*ASSIGNMENT*. A word-for-word copy of the entries is the goal; leave out the pictures.

*Collected data*.
=-=-=
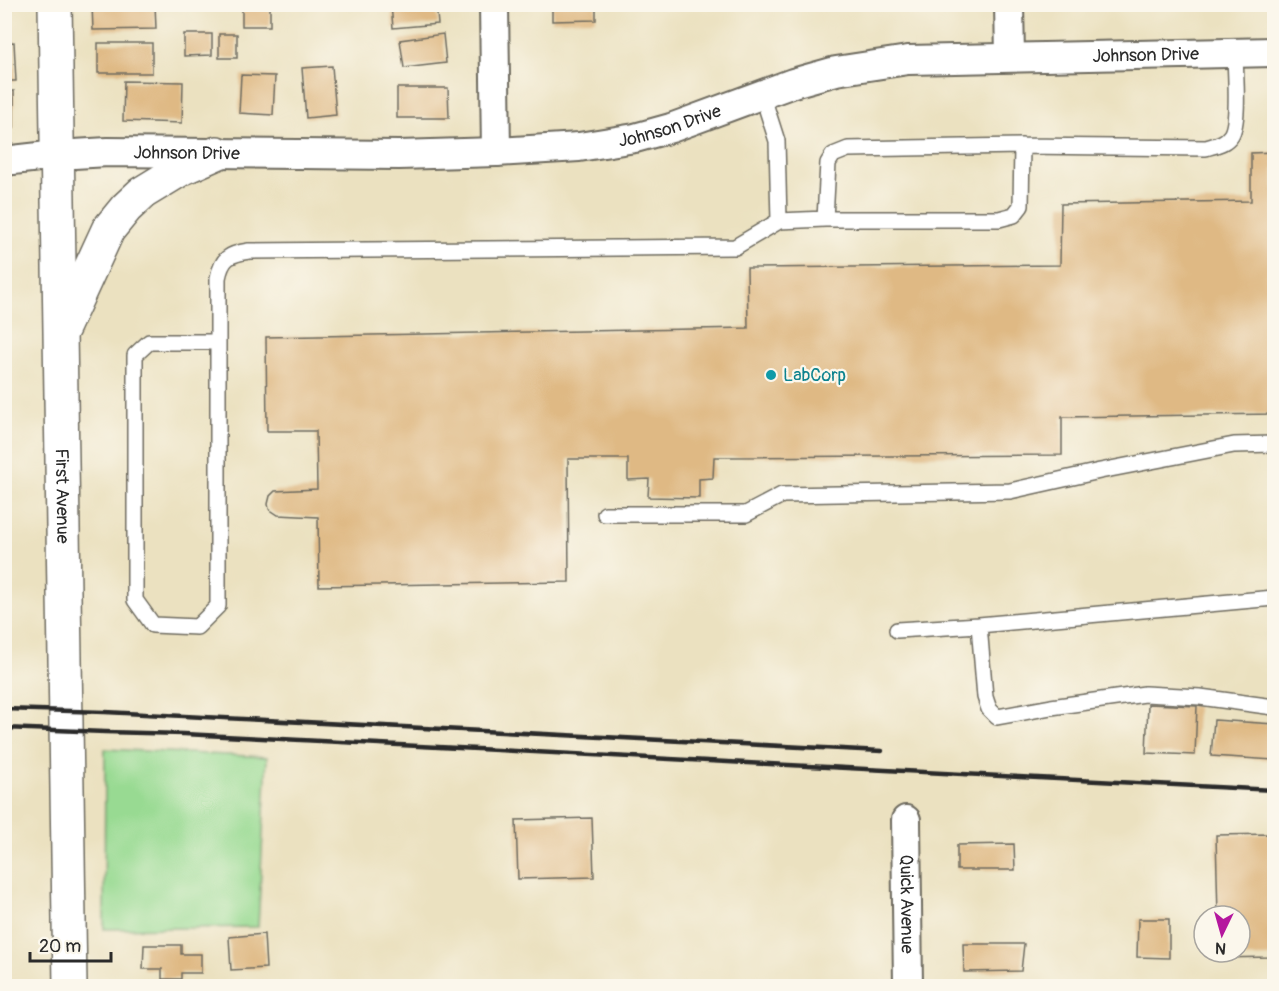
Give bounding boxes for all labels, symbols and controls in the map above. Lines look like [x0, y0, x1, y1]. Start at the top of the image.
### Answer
street label: Johnson Drive [1092, 42, 1199, 67]
street label: Johnson Drive [617, 99, 724, 152]
street label: Johnson Drive [133, 141, 240, 165]
place label: LabCorp [783, 364, 846, 387]
marker: LabCorp [764, 368, 778, 382]
street label: First Avenue [50, 448, 75, 544]
street label: Quick Avenue [895, 854, 919, 954]
north arrow [1192, 904, 1252, 964]
scale bar [30, 925, 111, 963]
text: 20 m [39, 935, 81, 958]
text: N [1214, 937, 1227, 958]

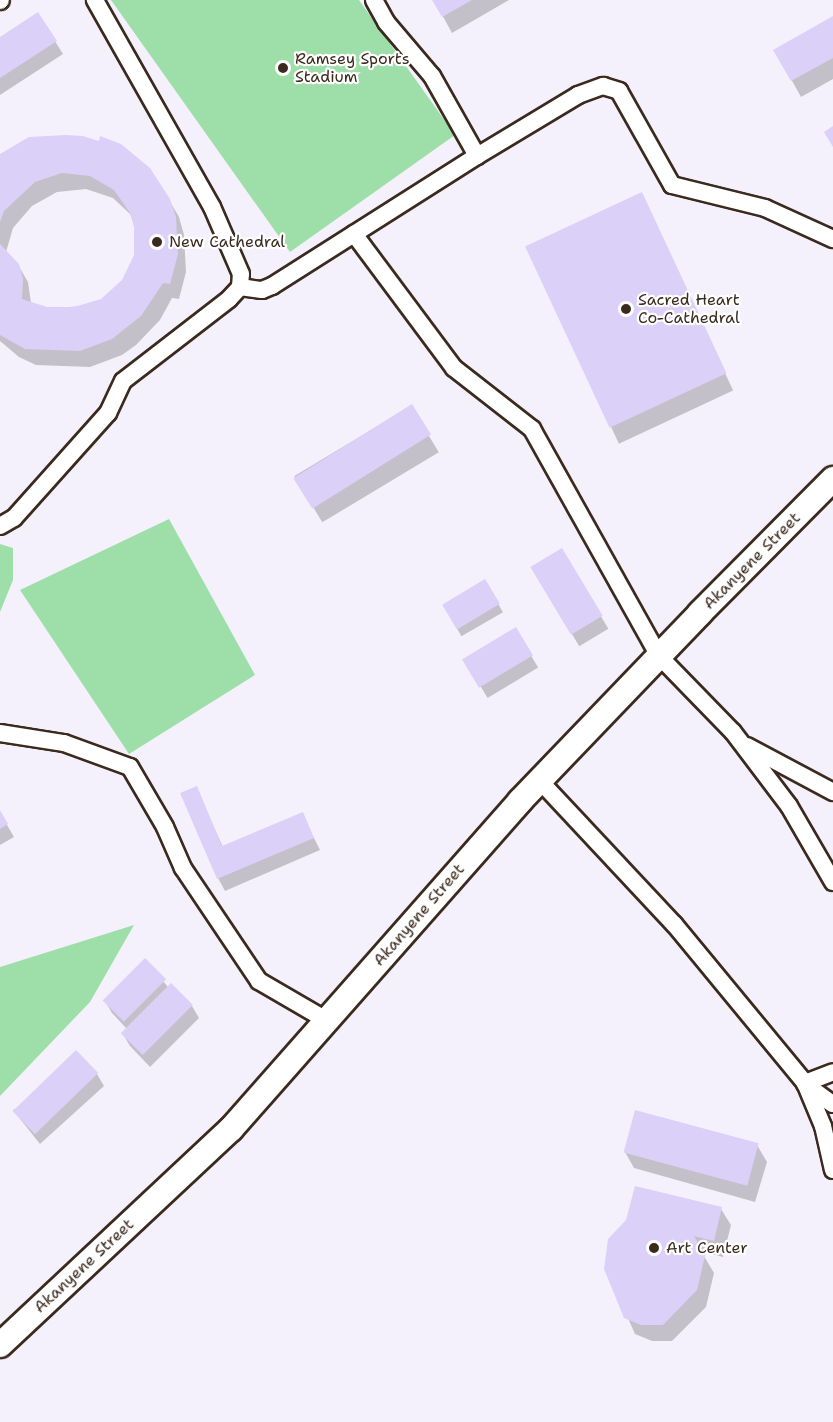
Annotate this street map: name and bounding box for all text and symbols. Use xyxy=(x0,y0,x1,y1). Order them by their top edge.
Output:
place label: Ramsey Sports Stadium xyxy=(295,49,410,87)
marker: Ramsey Sports Stadium xyxy=(276,61,290,75)
place label: New Cathedral xyxy=(169,232,285,252)
marker: New Cathedral xyxy=(150,235,164,249)
place label: Sacred Heart Co-Cathedral xyxy=(638,290,740,328)
marker: Sacred Heart Co-Cathedral xyxy=(619,302,633,316)
street label: Akanyene Street xyxy=(700,509,804,613)
street label: Akanyene Street xyxy=(369,860,469,970)
street label: Akanyene Street xyxy=(30,1215,138,1317)
place label: Art Center xyxy=(666,1238,748,1258)
marker: Art Center xyxy=(647,1241,661,1255)

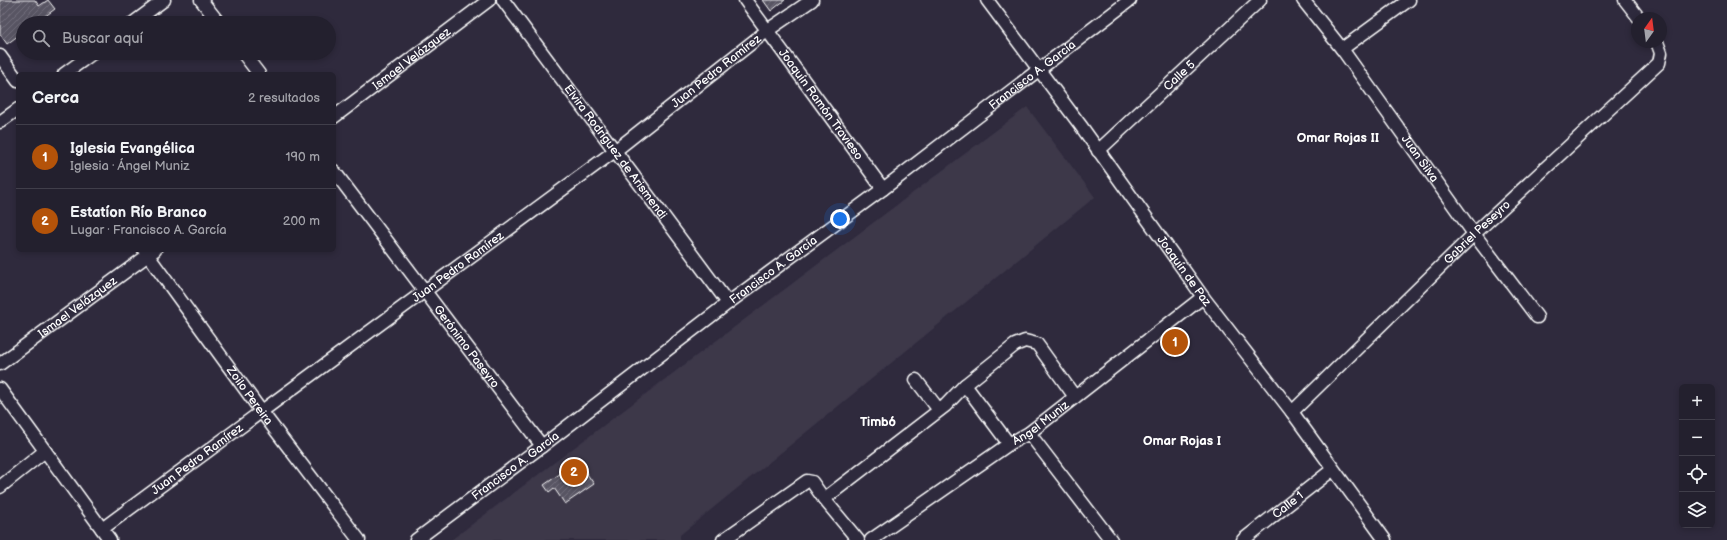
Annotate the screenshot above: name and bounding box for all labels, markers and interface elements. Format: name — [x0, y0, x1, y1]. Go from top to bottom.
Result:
north arrow — [1631, 12, 1667, 48]
search box — [16, 16, 336, 60]
street label: Ismael Velázquez — [370, 24, 454, 93]
icon: search — [30, 27, 52, 49]
text: Buscar aquí — [62, 29, 143, 48]
street label: Juan Pedro Ramírez — [668, 31, 764, 111]
street label: Francisco A. García — [986, 37, 1079, 113]
street label: Joaquín Ramón Travieso — [775, 46, 866, 163]
street label: Calle 5 — [1161, 57, 1199, 94]
street label: Elvira Rodríguez de Arismendi — [560, 82, 670, 222]
text: Cerca — [32, 88, 79, 108]
text: 2 resultados — [248, 90, 320, 106]
district label: Omar Rojas II — [1297, 130, 1379, 146]
street label: Juan Silva — [1398, 132, 1442, 185]
text: Iglesia Evangélica — [70, 139, 195, 158]
text: 1 — [42, 149, 48, 165]
text: 190 m — [286, 149, 320, 165]
text: Iglesia · Ángel Muniz — [70, 158, 189, 174]
street label: Gabriel Peseyro — [1441, 197, 1514, 267]
text: Estatíon Río Branco — [70, 203, 207, 222]
your location — [830, 209, 850, 229]
text: 2 — [41, 213, 49, 229]
text: 200 m — [283, 213, 320, 229]
text: Lugar · Francisco A. García — [70, 222, 227, 238]
street label: Juan Pedro Ramírez — [409, 228, 507, 306]
street label: Francisco A. García — [727, 233, 821, 307]
street label: Joaquín de Paz — [1154, 233, 1214, 309]
street label: Ismael Velázquez — [35, 273, 120, 342]
street label: Gerónimo Paseyro — [430, 302, 503, 391]
pin: 1 — [1162, 327, 1188, 357]
street label: Zoilo Pereira — [223, 363, 276, 428]
map controls — [1679, 384, 1715, 528]
button: + — [1679, 384, 1715, 420]
street label: Ángel Muniz — [1009, 398, 1072, 449]
district label: Timbó — [860, 414, 896, 430]
button: − — [1679, 420, 1715, 456]
street label: Juan Pedro Ramírez — [148, 421, 246, 498]
street label: Francisco A. García — [469, 428, 562, 504]
district label: Omar Rojas I — [1143, 433, 1221, 449]
button: locate — [1679, 456, 1715, 492]
pin: 2 — [561, 457, 587, 487]
street label: Calle 1 — [1269, 488, 1307, 522]
button: layers — [1679, 492, 1715, 528]

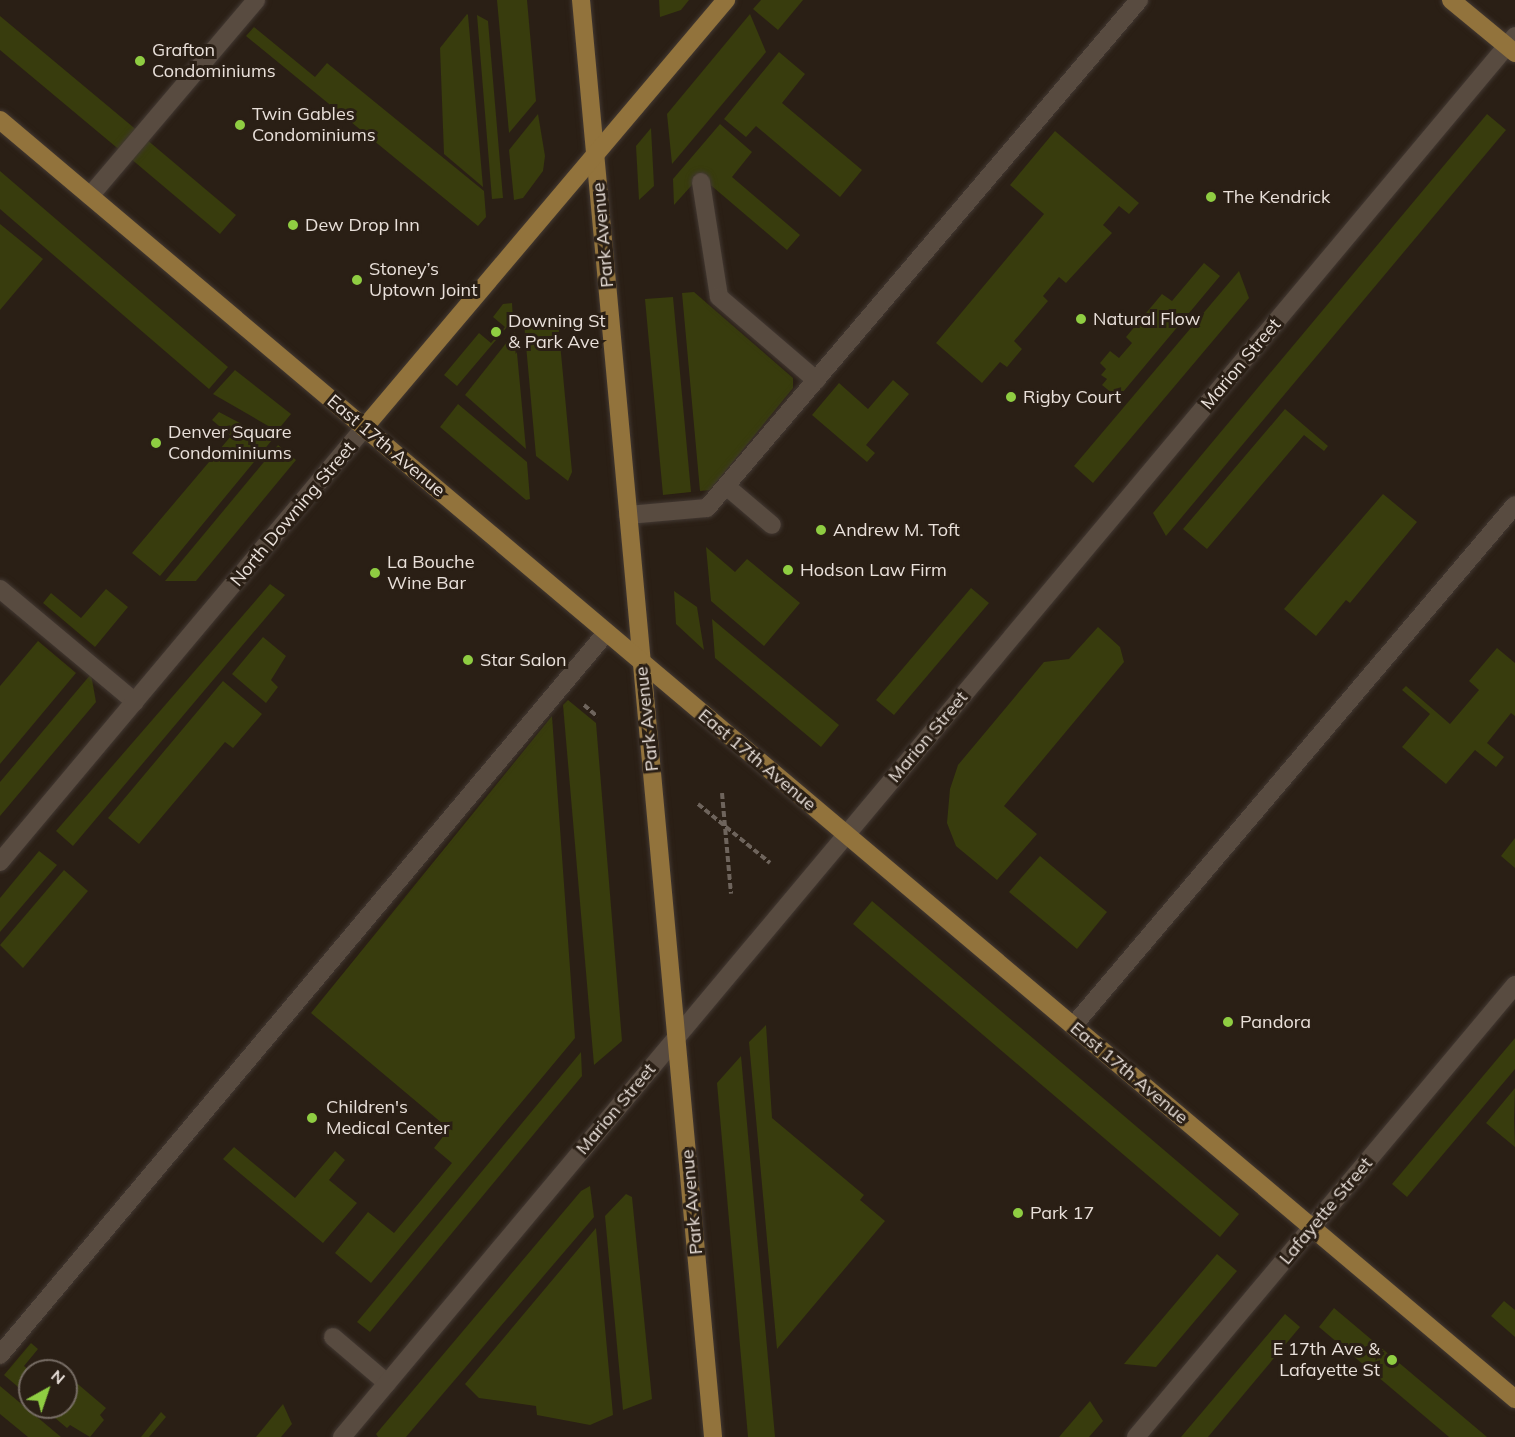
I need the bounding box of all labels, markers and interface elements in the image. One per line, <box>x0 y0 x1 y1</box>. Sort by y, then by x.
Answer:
place label: Grafton Condominiums <box>152 40 276 82</box>
marker: Grafton Condominiums <box>133 54 147 68</box>
place label: Twin Gables Condominiums <box>252 104 376 146</box>
marker: Twin Gables Condominiums <box>233 118 247 132</box>
street label: Park Avenue <box>588 182 618 288</box>
place label: The Kendrick <box>1223 186 1330 208</box>
marker: The Kendrick <box>1204 190 1218 204</box>
place label: Dew Drop Inn <box>305 214 420 236</box>
marker: Dew Drop Inn <box>286 218 300 232</box>
place label: Stoney’s Uptown Joint <box>369 259 477 302</box>
marker: Stoney’s Uptown Joint <box>350 273 364 287</box>
place label: Natural Flow <box>1093 308 1200 330</box>
place label: Downing St & Park Ave <box>508 311 606 354</box>
marker: Natural Flow <box>1074 312 1088 326</box>
street label: Marion Street <box>1197 314 1285 414</box>
marker: Downing St & Park Ave <box>489 325 503 339</box>
place label: Rigby Court <box>1023 386 1121 408</box>
marker: Rigby Court <box>1004 390 1018 404</box>
street label: East 17th Avenue <box>323 391 449 501</box>
place label: Denver Square Condominiums <box>168 422 292 464</box>
marker: Denver Square Condominiums <box>149 436 163 450</box>
street label: North Downing Street <box>226 437 360 591</box>
place label: Andrew M. Toft <box>833 519 960 541</box>
marker: Andrew M. Toft <box>814 523 828 537</box>
place label: La Bouche Wine Bar <box>387 552 474 594</box>
place label: Hodson Law Firm <box>800 559 947 581</box>
marker: Hodson Law Firm <box>781 563 795 577</box>
marker: La Bouche Wine Bar <box>368 566 382 580</box>
place label: Star Salon <box>480 649 567 671</box>
marker: Star Salon <box>461 653 475 667</box>
street label: Park Avenue <box>631 666 663 772</box>
street label: Marion Street <box>884 687 972 787</box>
street label: East 17th Avenue <box>694 705 820 815</box>
place label: Pandora <box>1240 1011 1311 1033</box>
marker: Pandora <box>1221 1015 1235 1029</box>
street label: East 17th Avenue <box>1066 1018 1192 1128</box>
street label: Marion Street <box>572 1059 660 1159</box>
place label: Children's Medical Center <box>326 1097 449 1140</box>
marker: Children's Medical Center <box>303 1109 321 1127</box>
street label: Park Avenue <box>677 1149 707 1255</box>
street label: Lafayette Street <box>1275 1153 1377 1269</box>
place label: Park 17 <box>1030 1202 1094 1224</box>
marker: Park 17 <box>1011 1206 1025 1220</box>
place label: E 17th Ave & Lafayette St <box>1273 1339 1380 1382</box>
marker: E 17th Ave & Lafayette St <box>1385 1353 1399 1367</box>
north arrow <box>18 1359 78 1419</box>
text: N <box>47 1365 69 1388</box>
=-=-=
*SOLUTION BELOW*.
Give bounding boxes for all labels, symbols and controls in the map above. Lines look like [x0, y0, x1, y1]. Start at the top of the image.
### Answer
street label: Johnson Drive [1092, 42, 1199, 67]
street label: Johnson Drive [617, 99, 724, 152]
street label: Johnson Drive [133, 141, 240, 165]
place label: LabCorp [783, 364, 846, 387]
marker: LabCorp [764, 368, 778, 382]
street label: First Avenue [50, 448, 75, 544]
street label: Quick Avenue [895, 854, 919, 954]
north arrow [1192, 904, 1252, 964]
scale bar [30, 925, 111, 963]
text: 20 m [39, 935, 81, 958]
text: N [1214, 937, 1227, 958]

Annotate this street map: name and bounding box for all text and symbols. Use xyxy=(x0,y0,x1,y1). Order them by their top edge.
Output:
place label: Ramsey Sports Stadium xyxy=(295,49,410,87)
marker: Ramsey Sports Stadium xyxy=(276,61,290,75)
place label: New Cathedral xyxy=(169,232,285,252)
marker: New Cathedral xyxy=(150,235,164,249)
place label: Sacred Heart Co-Cathedral xyxy=(638,290,740,328)
marker: Sacred Heart Co-Cathedral xyxy=(619,302,633,316)
street label: Akanyene Street xyxy=(700,509,804,613)
street label: Akanyene Street xyxy=(369,860,469,970)
street label: Akanyene Street xyxy=(30,1215,138,1317)
place label: Art Center xyxy=(666,1238,748,1258)
marker: Art Center xyxy=(647,1241,661,1255)

Annotate the screenshot above: name and bounding box for all labels, markers and interface elements. Format: name — [x0, y0, x1, y1]. Go from top to bottom.
Result:
north arrow — [1631, 12, 1667, 48]
search box — [16, 16, 336, 60]
street label: Ismael Velázquez — [370, 24, 454, 93]
icon: search — [30, 27, 52, 49]
text: Buscar aquí — [62, 29, 143, 48]
street label: Juan Pedro Ramírez — [668, 31, 764, 111]
street label: Francisco A. García — [986, 37, 1079, 113]
street label: Joaquín Ramón Travieso — [775, 46, 866, 163]
street label: Calle 5 — [1161, 57, 1199, 94]
street label: Elvira Rodríguez de Arismendi — [560, 82, 670, 222]
text: Cerca — [32, 88, 79, 108]
text: 2 resultados — [248, 90, 320, 106]
district label: Omar Rojas II — [1297, 130, 1379, 146]
street label: Juan Silva — [1398, 132, 1442, 185]
text: Iglesia Evangélica — [70, 139, 195, 158]
text: 1 — [42, 149, 48, 165]
text: 190 m — [286, 149, 320, 165]
text: Iglesia · Ángel Muniz — [70, 158, 189, 174]
street label: Gabriel Peseyro — [1441, 197, 1514, 267]
text: Estatíon Río Branco — [70, 203, 207, 222]
your location — [830, 209, 850, 229]
text: 2 — [41, 213, 49, 229]
text: 200 m — [283, 213, 320, 229]
text: Lugar · Francisco A. García — [70, 222, 227, 238]
street label: Juan Pedro Ramírez — [409, 228, 507, 306]
street label: Francisco A. García — [727, 233, 821, 307]
street label: Joaquín de Paz — [1154, 233, 1214, 309]
street label: Ismael Velázquez — [35, 273, 120, 342]
street label: Gerónimo Paseyro — [430, 302, 503, 391]
pin: 1 — [1162, 327, 1188, 357]
street label: Zoilo Pereira — [223, 363, 276, 428]
map controls — [1679, 384, 1715, 528]
button: + — [1679, 384, 1715, 420]
street label: Ángel Muniz — [1009, 398, 1072, 449]
district label: Timbó — [860, 414, 896, 430]
button: − — [1679, 420, 1715, 456]
street label: Juan Pedro Ramírez — [148, 421, 246, 498]
street label: Francisco A. García — [469, 428, 562, 504]
district label: Omar Rojas I — [1143, 433, 1221, 449]
button: locate — [1679, 456, 1715, 492]
pin: 2 — [561, 457, 587, 487]
street label: Calle 1 — [1269, 488, 1307, 522]
button: layers — [1679, 492, 1715, 528]

I need the bounding box of all labels, markers and interface elements in the image. One per line, <box>x0 y0 x1 y1</box>. Sort by y, then by x.
Answer:
place label: Grafton Condominiums <box>152 40 276 82</box>
marker: Grafton Condominiums <box>133 54 147 68</box>
place label: Twin Gables Condominiums <box>252 104 376 146</box>
marker: Twin Gables Condominiums <box>233 118 247 132</box>
street label: Park Avenue <box>588 182 618 288</box>
place label: The Kendrick <box>1223 186 1330 208</box>
marker: The Kendrick <box>1204 190 1218 204</box>
place label: Dew Drop Inn <box>305 214 420 236</box>
marker: Dew Drop Inn <box>286 218 300 232</box>
place label: Stoney’s Uptown Joint <box>369 259 477 302</box>
marker: Stoney’s Uptown Joint <box>350 273 364 287</box>
place label: Natural Flow <box>1093 308 1200 330</box>
place label: Downing St & Park Ave <box>508 311 606 354</box>
marker: Natural Flow <box>1074 312 1088 326</box>
street label: Marion Street <box>1197 314 1285 414</box>
marker: Downing St & Park Ave <box>489 325 503 339</box>
place label: Rigby Court <box>1023 386 1121 408</box>
marker: Rigby Court <box>1004 390 1018 404</box>
street label: East 17th Avenue <box>323 391 449 501</box>
place label: Denver Square Condominiums <box>168 422 292 464</box>
marker: Denver Square Condominiums <box>149 436 163 450</box>
street label: North Downing Street <box>226 437 360 591</box>
place label: Andrew M. Toft <box>833 519 960 541</box>
marker: Andrew M. Toft <box>814 523 828 537</box>
place label: La Bouche Wine Bar <box>387 552 474 594</box>
place label: Hodson Law Firm <box>800 559 947 581</box>
marker: Hodson Law Firm <box>781 563 795 577</box>
marker: La Bouche Wine Bar <box>368 566 382 580</box>
place label: Star Salon <box>480 649 567 671</box>
marker: Star Salon <box>461 653 475 667</box>
street label: Park Avenue <box>631 666 663 772</box>
street label: Marion Street <box>884 687 972 787</box>
street label: East 17th Avenue <box>694 705 820 815</box>
place label: Pandora <box>1240 1011 1311 1033</box>
marker: Pandora <box>1221 1015 1235 1029</box>
street label: East 17th Avenue <box>1066 1018 1192 1128</box>
street label: Marion Street <box>572 1059 660 1159</box>
place label: Children's Medical Center <box>326 1097 449 1140</box>
marker: Children's Medical Center <box>303 1109 321 1127</box>
street label: Park Avenue <box>677 1149 707 1255</box>
street label: Lafayette Street <box>1275 1153 1377 1269</box>
place label: Park 17 <box>1030 1202 1094 1224</box>
marker: Park 17 <box>1011 1206 1025 1220</box>
place label: E 17th Ave & Lafayette St <box>1273 1339 1380 1382</box>
marker: E 17th Ave & Lafayette St <box>1385 1353 1399 1367</box>
north arrow <box>18 1359 78 1419</box>
text: N <box>47 1365 69 1388</box>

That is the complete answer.